Why Paying Yourself First Isn’t Your First Instinct (And How To Fix It)

Have you ever opened your mailbox and found an overdue bill . . . from yourself?

How crazy would that be?! But think about it. After all, it seems perfectly natural to pay your mortgage, your utilities, your cell phone bill and everyone else first each month.

But why shouldn’t you demand some of your own money? Why shouldn’t you—the person who earned all that income—be able to lay claim to it before the rest of the world?

The Problem: How Most People Think About Saving

Here’s how the month usually goes, though: You get your paycheck. You pay for your needs, you pay for your wants and you stash what’s left over into a savings account. Except that amount ends up being tiny at best!

Psychological studies show that most people tend to be far too optimistic about two critical things:

  1. Their ability to stick to a budget; and
  2. The likelihood that they won’t experience a financial emergency.
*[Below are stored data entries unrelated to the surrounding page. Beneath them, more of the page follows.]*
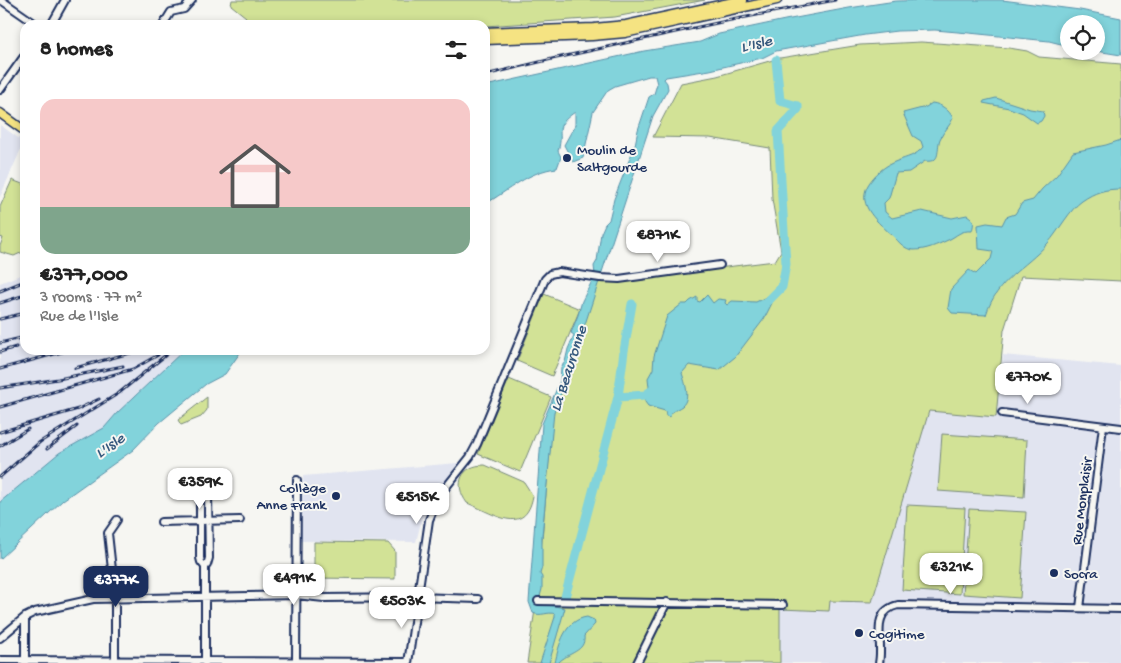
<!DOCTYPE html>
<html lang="en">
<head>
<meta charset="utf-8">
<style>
  :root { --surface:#fff; --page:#f6f6f6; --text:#222; --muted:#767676; --line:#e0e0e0; --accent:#1b2f5e }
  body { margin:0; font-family:"Gochi Hand",sans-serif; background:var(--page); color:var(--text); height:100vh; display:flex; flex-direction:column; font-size:19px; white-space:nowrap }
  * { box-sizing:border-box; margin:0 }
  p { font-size:16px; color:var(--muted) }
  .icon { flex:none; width:28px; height:28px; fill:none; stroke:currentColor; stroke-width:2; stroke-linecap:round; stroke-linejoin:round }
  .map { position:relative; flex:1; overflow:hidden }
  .panel { position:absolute; left:20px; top:20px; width:470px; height:335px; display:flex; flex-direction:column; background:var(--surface); border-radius:15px; box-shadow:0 2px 8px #0003 }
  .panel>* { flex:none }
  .controls { position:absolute; left:1060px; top:15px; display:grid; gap:10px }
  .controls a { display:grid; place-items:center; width:45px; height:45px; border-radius:50%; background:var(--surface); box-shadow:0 2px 8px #0003; font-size:25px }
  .price { position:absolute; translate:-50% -42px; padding:0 11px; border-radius:10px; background:#fff; color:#222; font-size:16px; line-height:32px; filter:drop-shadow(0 1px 2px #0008) }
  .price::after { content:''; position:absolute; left:50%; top:30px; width:15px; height:11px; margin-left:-8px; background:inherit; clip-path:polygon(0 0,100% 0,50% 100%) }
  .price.current { background:var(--accent); color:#fff }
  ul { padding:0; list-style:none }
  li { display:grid; align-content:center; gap:10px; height:265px; padding:0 20px }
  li+li { border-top:1px solid var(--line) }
  li span { display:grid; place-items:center; height:155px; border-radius:15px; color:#555 }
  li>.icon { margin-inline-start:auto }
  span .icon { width:90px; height:90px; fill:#fffc; stroke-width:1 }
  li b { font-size:21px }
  h2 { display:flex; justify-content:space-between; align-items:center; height:60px; padding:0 20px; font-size:21px }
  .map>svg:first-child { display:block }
  .built { fill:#e1e4f0 }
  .green { fill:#d2e296; stroke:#76887a }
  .water { fill:#82d3db; stroke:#5991a9 }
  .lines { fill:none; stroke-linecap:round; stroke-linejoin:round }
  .stream { stroke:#5991a9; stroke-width:1 }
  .river { stroke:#82d3db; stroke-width:9 }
  .minor-casing { stroke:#1b2f5e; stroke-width:10 }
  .major-casing { stroke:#1b2f5e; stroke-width:11 }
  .minor { stroke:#f6f6f2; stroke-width:6 }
  .major { stroke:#f5e382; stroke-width:8 }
  .rail-casing { stroke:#1b2f5e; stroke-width:3 }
  .rail { stroke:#f6f6f2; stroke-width:1; stroke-dasharray:4; stroke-linecap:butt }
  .poi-dot { fill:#1b2f5e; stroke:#f6f6f2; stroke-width:2 }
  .labels { text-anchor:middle; stroke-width:4; stroke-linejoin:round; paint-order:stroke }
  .poi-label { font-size:15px; fill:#1b2f5e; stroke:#f6f6f2; text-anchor:start }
  .street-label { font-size:15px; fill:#1b2f5e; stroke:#f6f6f2 }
  .water-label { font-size:16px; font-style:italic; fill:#35587d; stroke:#f6f6f2 }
</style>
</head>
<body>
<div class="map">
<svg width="1121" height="663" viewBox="0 0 1121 663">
  <rect width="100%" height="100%" fill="#f6f6f2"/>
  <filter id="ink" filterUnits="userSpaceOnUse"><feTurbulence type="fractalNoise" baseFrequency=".02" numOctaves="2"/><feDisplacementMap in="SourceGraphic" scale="10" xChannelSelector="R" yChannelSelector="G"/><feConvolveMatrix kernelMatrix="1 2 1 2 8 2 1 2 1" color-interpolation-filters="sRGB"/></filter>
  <g filter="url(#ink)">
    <path class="built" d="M0,125L24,142L0,197Z
      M25,273V350H184L117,413L104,428L59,453L0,502V283Z
      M1003,355L1121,366V663H780V609L829,611V601L872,602L929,411L995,417Z
      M458,463L440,488L423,518H422L416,542L301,541L303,476Z"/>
    <path class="green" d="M232,0H705L615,17L485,26L241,25L246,17L231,5Z
      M921,42L1009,48L1027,51L1039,57L1121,64V281L1021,276L1004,330L996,417L929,411L872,602L830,601L829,611L780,609V663H527L537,596L553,414L598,280H620L775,261L781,251L772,199L770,148L710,138L653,137L681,83L717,76L780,58L860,45Z
      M12,180L25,185V251L14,256L0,252V246L3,238L0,237V207Z
      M544,294L580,309L552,376L517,361Z
      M509,379L551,397L520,472L478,454Z
      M207,397V410L201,417L181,425L178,420Z
      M942,434L1027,440L1024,497L938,491Z
      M485,465L524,482L533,496C525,538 493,513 467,503C453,484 461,465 485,465Z
      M907,505L965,508L960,594L902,590Z
      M969,509L1026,512L1020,598L963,594Z
      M314,542L388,543L395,551V579L314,578Z"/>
    <path class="water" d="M927,0H1002L1080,10L1121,18V55L1096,51V24H1069V46L1049,41L969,33L935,30L897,31L865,35L776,51L762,58L710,70L666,77L664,79L667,83L668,89L653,116L571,367L554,412L542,536V567L540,574L542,577V589L539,600L544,604L565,608L549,663H540L555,617V614C548,611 541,617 533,613L529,602L542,424L560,381L561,367L565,362L568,349L574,335L571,333L578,315L582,301L595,275L594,266L597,261L601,233L605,224L609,220L614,199L635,145L638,130L649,97L654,94L657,84L655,76H649L615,86L608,90L593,112L583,158L573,162L564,145L575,125V112C551,129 565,129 558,151L561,157L557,168C529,171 508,191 485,204V86L644,51L700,42L719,34L785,20L849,8L896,1Z
      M996,98L1030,109L1043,111L1044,116L1041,121L1037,123L1023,113L1009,108L983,103L984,101Z
      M932,103C941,104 949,110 953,118C950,126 943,132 940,139C936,150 942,163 925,161L909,172L896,173L889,198L884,203L885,212L892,218L922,211L952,218L967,215C975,220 974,223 972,231C960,230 957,236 948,240C937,245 926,250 914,250C905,250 899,242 893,236C879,223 856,206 868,185C874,175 885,165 897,161C907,157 916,156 923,147L921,141L913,136L903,113L926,107Z
      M1121,140V189C1105,189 1095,192 1082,201C1070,209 1058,232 1048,243C1025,269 997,279 986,315L952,313L948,308L951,289L969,270L976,274L991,259L993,251L979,249L978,225L987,223L1002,225L1006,217L1015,214L1022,203L1033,200L1042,189L1057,175L1073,152L1106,145Z
      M774,293H777L764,319L735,357L719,370L689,365L682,373C685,383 691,398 682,406C679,408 675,410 671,413L670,417L666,416L665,411L648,406L645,402V395L649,387L648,378L653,369L654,356L667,316L682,304H687L690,301L697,297V301L700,302L707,295L713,303L718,299L726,300L725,303L727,305L732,301L756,302Z
      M184,350H242L225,374L206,384L159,423L133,450L63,500L0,559V502L59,453L104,428L117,413Z
      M587,617L594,620L595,624L584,636C586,652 568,652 558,663H555C559,644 565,620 587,617Z"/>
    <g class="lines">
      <path class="stream" d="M204,531V550"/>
      <path class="river" d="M769,300L782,287L786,264L778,131L798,109V106L780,101L776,60
        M618,397L624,351L632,304
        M565,597L618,397L645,395L654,389"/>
      <g class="minor-casing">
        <path id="minor" d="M1,0L37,25
          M51,25L65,0
          M163,25L171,12L184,9L192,0
          M0,90L25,55
          M1002,413L1121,428
          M161,522L240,520
          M205,567L201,562L200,558V495L208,494L209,558L207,565L205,567V663
          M538,601L783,605
          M1080,608L1103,426
          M25,617V663
          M0,638L25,617L35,612L93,599L296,595L324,598L417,597L478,599
          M0,660L408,662
          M115,661V597L108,533L117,520
          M296,663L297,480
          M408,663L429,520L439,496L470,457L477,444L545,279L550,274L559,272L600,278L619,279L720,265
          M637,663L667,602
          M879,663C884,641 869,612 898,605L1121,609"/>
      </g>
      <g class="major-casing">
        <path id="major" d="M485,32L594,28L626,25L743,0
          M485,40L592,36L625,33L777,0
          M0,113L25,131"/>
      </g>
      <use href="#minor" class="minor"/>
      <use href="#major" class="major"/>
      <g class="rail-casing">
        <path id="rail" d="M485,75L552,59L726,21L835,0
          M0,291L25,281
          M0,303L25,295
          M0,319L25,313
          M0,343L25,337
          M0,352L16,347
          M75,368L141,350
          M0,369L69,350
          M0,388L58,379L123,366
          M0,407L133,369L158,355
          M0,432L78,409L99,399
          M0,446L28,429
          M47,449L77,426
          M0,477L40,442L119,393L172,350"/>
      </g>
      <use href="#rail" class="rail"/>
    </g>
  </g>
  <g class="poi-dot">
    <circle cx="567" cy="158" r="5"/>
    <circle cx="336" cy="496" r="5"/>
    <circle cx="1054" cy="573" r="5"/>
    <circle cx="859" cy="633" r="5"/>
  </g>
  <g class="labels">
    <g class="poi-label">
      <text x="577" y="154">Moulin de<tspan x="577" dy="17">Saltgourde</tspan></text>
      <text x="326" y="492" text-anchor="end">Collège<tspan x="326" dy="17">Anne Frank</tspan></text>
      <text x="1064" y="578">Socra</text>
      <text x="869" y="638">Cogitime</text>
    </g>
    <g class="street-label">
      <text transform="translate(1081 501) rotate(-83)" y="5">Rue Monplaisir</text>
    </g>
    <g class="water-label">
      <text transform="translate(756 42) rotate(-13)" y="6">L'Isle</text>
      <text transform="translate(567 368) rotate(-72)" y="6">La Beauronne</text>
      <text transform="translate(109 444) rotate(-35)" y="6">L'Isle</text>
    </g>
  </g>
</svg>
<div class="controls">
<a><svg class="icon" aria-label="locate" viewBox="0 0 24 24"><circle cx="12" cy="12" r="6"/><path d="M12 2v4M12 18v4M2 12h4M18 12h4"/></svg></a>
</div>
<b class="price" style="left:658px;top:263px">€871K</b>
<b class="price" style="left:1028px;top:405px">€770K</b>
<b class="price" style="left:200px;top:510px">€359K</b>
<b class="price" style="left:417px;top:525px">€515K</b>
<b class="price" style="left:951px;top:595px">€321K</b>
<b class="price" style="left:294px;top:606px">€491K</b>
<b class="price current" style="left:116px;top:608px">€377K</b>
<b class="price" style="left:402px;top:629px">€503K</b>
<section class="panel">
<h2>8 homes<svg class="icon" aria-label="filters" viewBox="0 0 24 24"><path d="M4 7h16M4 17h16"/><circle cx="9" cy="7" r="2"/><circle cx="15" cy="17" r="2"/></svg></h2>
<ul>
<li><span style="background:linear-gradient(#f6c9c9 70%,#7fa58c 0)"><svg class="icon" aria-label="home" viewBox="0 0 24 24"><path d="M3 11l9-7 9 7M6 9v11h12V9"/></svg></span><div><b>€377,000</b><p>3 rooms · 77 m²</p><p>Rue de l'Isle</p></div></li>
</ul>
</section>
</div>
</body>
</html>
In fact, a recent Bankrate survey says that a mere 41% of adults have the money in savings to pay for an unanticipated expense. That means 59% are crossing their fingers—hoping nothing bad ever happens and that they can continue to work until the day they die! It’s a recipe for disaster.

Have you heard of Parkinson’s Law? It states that work expands to fill the time available. Without conscious intervention, the same principle applies to your money. Your expenses expand to fill the amount of income you have.

That’s why—no matter how much you earn—your expenses find a way to eat up your entire income . . . if not more! So even if you get a raise or a big bonus, lifestyle creep sets in and introduces new bills to suck up that extra money.